• **Task brief**
Report each line of the entries below that includes "fillStyle".
--- Records shown Enclosed Below ---
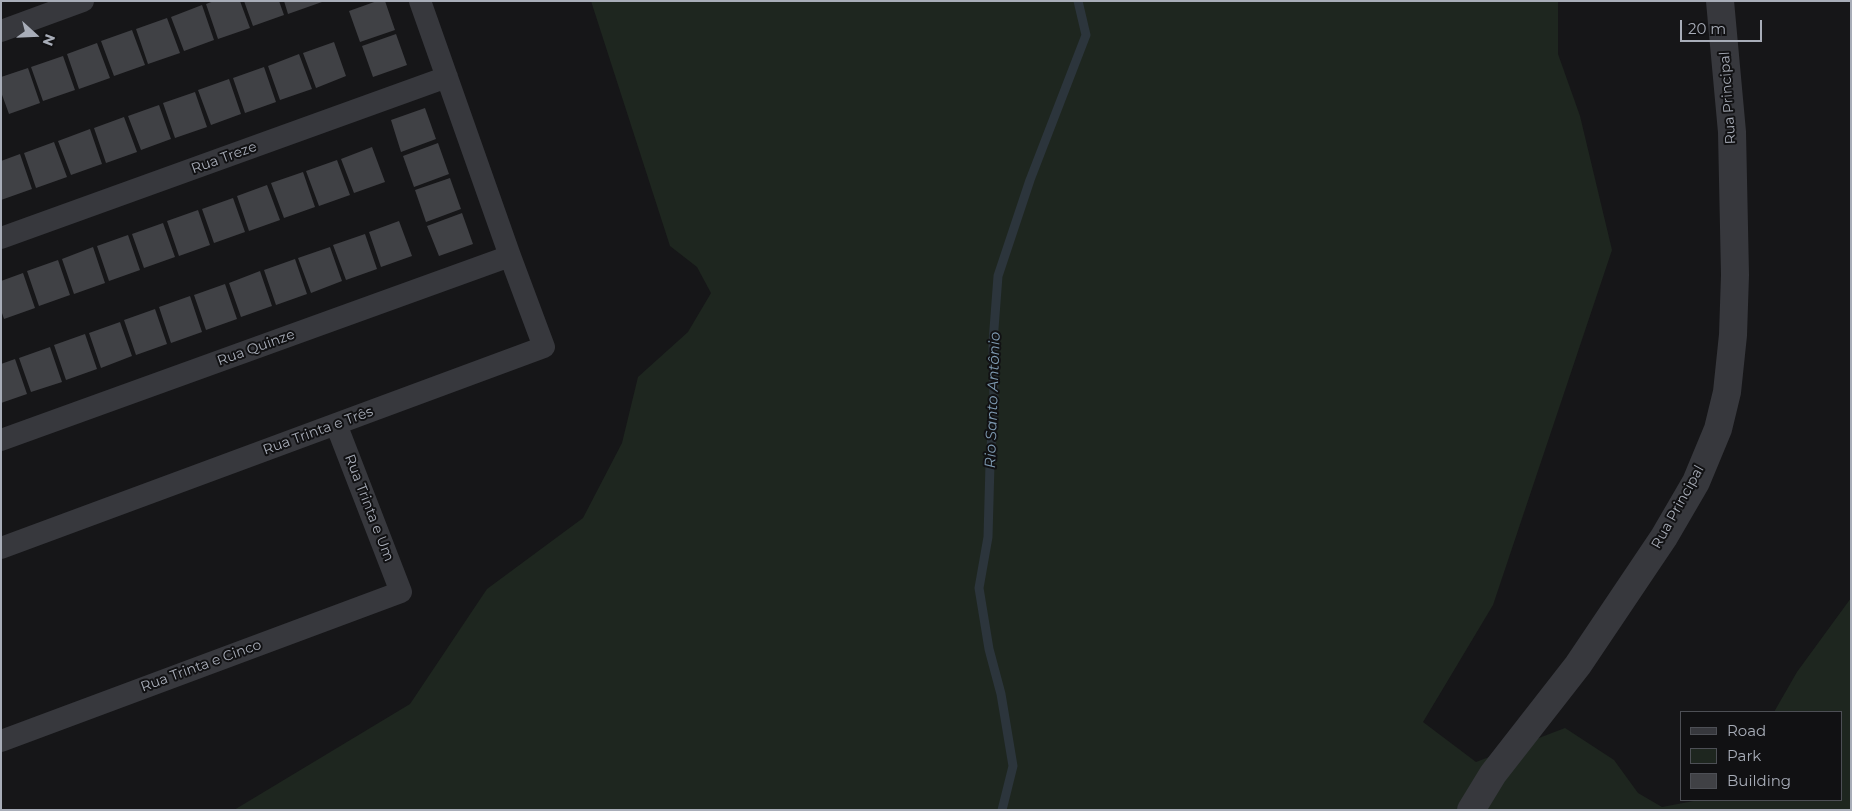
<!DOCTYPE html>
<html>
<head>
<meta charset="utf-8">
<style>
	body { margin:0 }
	#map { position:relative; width:1852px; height:811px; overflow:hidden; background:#161618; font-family:Montserrat,sans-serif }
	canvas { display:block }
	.frame { position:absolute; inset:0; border:2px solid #a8adb8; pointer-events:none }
	.legend { position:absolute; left:1680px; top:711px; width:162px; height:90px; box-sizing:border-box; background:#111113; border:1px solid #4d4f55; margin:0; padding:6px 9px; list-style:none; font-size:15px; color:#a8adb8 }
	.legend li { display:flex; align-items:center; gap:10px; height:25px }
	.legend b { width:25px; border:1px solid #4d4f55 }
	.north { position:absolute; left:10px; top:10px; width:50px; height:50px; -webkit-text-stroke:4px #111113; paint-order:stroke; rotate:110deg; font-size:14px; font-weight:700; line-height:20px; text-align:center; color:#a8adb8 }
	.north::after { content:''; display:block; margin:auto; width:18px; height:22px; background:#a8adb8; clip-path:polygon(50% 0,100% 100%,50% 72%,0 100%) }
	.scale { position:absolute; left:1680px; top:20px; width:82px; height:22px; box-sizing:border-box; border:2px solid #a8adb8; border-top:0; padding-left:6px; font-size:15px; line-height:18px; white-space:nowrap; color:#a8adb8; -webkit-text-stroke:4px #111113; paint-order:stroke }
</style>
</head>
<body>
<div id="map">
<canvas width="1852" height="811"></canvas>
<div class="frame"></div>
<ul class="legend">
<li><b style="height:6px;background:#37383d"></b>Road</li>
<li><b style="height:14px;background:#1e261f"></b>Park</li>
<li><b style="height:14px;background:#404145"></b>Building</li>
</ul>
<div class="north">N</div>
<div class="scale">20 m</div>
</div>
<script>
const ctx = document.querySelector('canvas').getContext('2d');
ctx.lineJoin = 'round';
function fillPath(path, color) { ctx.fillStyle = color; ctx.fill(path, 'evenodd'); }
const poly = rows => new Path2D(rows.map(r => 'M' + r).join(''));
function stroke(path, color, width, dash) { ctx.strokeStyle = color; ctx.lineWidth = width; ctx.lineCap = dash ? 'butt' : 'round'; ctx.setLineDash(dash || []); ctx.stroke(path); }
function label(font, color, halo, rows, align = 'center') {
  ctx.font = font + ' Montserrat,sans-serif'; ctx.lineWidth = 4; ctx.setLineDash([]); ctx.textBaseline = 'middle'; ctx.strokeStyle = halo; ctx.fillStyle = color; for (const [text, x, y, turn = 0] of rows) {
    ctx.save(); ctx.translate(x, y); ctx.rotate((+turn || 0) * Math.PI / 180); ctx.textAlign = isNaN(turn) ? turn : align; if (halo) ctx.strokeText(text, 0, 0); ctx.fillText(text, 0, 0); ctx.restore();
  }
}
fillPath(poly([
	[591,1,1558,1,1558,54,1580,116,1612,250,1493,605,1423,722,1476,762,1565,728,1614,760,1638,793,1662,807,1699,800,1841,800,1841,712,1774,712,1797,672,1851,598,1851,810,234,810,410,704,487,589,583,518,622,443,638,377,688,332,711,293,697,267,670,246]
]), '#1e261f');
stroke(poly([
	[1002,810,1013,766,1001,694,989,649,979,588,988,537,990,464,994,400,993,342,998,276,1030,180,1086,35,1078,1]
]), '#2c353c', 9);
fillPath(poly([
	[214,1,240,1,250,28,218,39,206,4],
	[244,1,279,1,284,15,253,26],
	[284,1,322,1,322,2,288,14],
	[377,1,385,1,395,30,360,42,349,11],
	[202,5,214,40,184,51,171,17],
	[167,18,180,53,148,64,136,29],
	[132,30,145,65,114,76,101,41],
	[396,34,407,65,373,77,362,46],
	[334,42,346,76,316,88,303,53],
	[97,43,110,78,79,89,67,54],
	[299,54,312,89,280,100,268,66],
	[63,56,75,90,43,101,31,67],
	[264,67,276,102,245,113,233,78],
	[28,68,40,103,9,114,1,92,1,77],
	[229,79,241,114,211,125,198,90],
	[195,92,207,127,175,138,163,103],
	[159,105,171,139,141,150,128,116],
	[425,108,436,139,401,152,391,120],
	[124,117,137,152,106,163,94,128],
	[90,129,102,164,71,175,58,141],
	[54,142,67,177,36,188,24,153],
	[438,143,449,174,414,187,403,156],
	[372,147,385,182,354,193,341,159],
	[20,154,32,189,1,200,1,161],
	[337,160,350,195,319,206,306,171],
	[303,172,315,207,284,218,271,183],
	[450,178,461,209,426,222,415,190],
	[267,185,280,220,249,231,237,196],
	[233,198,245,232,214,243,202,209],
	[198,210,210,245,179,256,167,221],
	[462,213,473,244,439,256,427,226],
	[399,221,412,256,381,267,369,232],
	[163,223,175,257,144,268,132,234],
	[365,234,377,269,346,280,333,245],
	[128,235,140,270,109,281,97,246],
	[93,247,105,283,74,294,62,259],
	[330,247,342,281,311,293,298,258],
	[295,259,307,294,276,305,264,270],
	[58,260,70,295,39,306,27,271],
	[260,271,272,306,241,317,229,283],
	[23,273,35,308,4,319,1,310,1,281],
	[225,284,237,319,206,330,194,295],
	[190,296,202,332,171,343,159,307],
	[155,309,167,344,136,355,124,320],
	[120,322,132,356,101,368,89,333],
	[85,334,97,369,66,380,54,345],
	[50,347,62,382,31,392,19,358],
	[15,359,27,394,1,403,1,364]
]), '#404145');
stroke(poly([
	[1,31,83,1],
	[1,238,447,77],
	[1,440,510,256],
	[1,548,544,347,510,256,420,1],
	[1,741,401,592,336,424]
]), '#37383d', 22);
stroke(poly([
	[1471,810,1493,774,1578,665,1664,537,1696,482,1718,429,1727,392,1733,335,1735,275,1732,132,1720,1]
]), '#37383d', 28);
label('14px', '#a8adb8', '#111113', [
	["Rua Principal",1728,98,-94],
	["Rua Treze",224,158,-20],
	["Rua Quinze",256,348,-20],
	["Rua Trinta e Três",318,431,-20],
	["Rua Principal",1678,507,-61],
	["Rua Trinta e Um",369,508,69],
	["Rua Trinta e Cinco",201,666,-20]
]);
label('italic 15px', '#7f9bb3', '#111113', [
	["Rio Santo Antônio",993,400,-88]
]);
</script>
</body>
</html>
--- End of Enclosed Records shown ---
• **Result for this task**
function fillPath(path, color) { ctx.fillStyle = color; ctx.fill(path, 'evenodd'); }
  ctx.font = font + ' Montserrat,sans-serif'; ctx.lineWidth = 4; ctx.setLineDash([]); ctx.textBaseline = 'middle'; ctx.strokeStyle = halo; ctx.fillStyle = color; for (const [text, x, y, turn = 0] of rows) {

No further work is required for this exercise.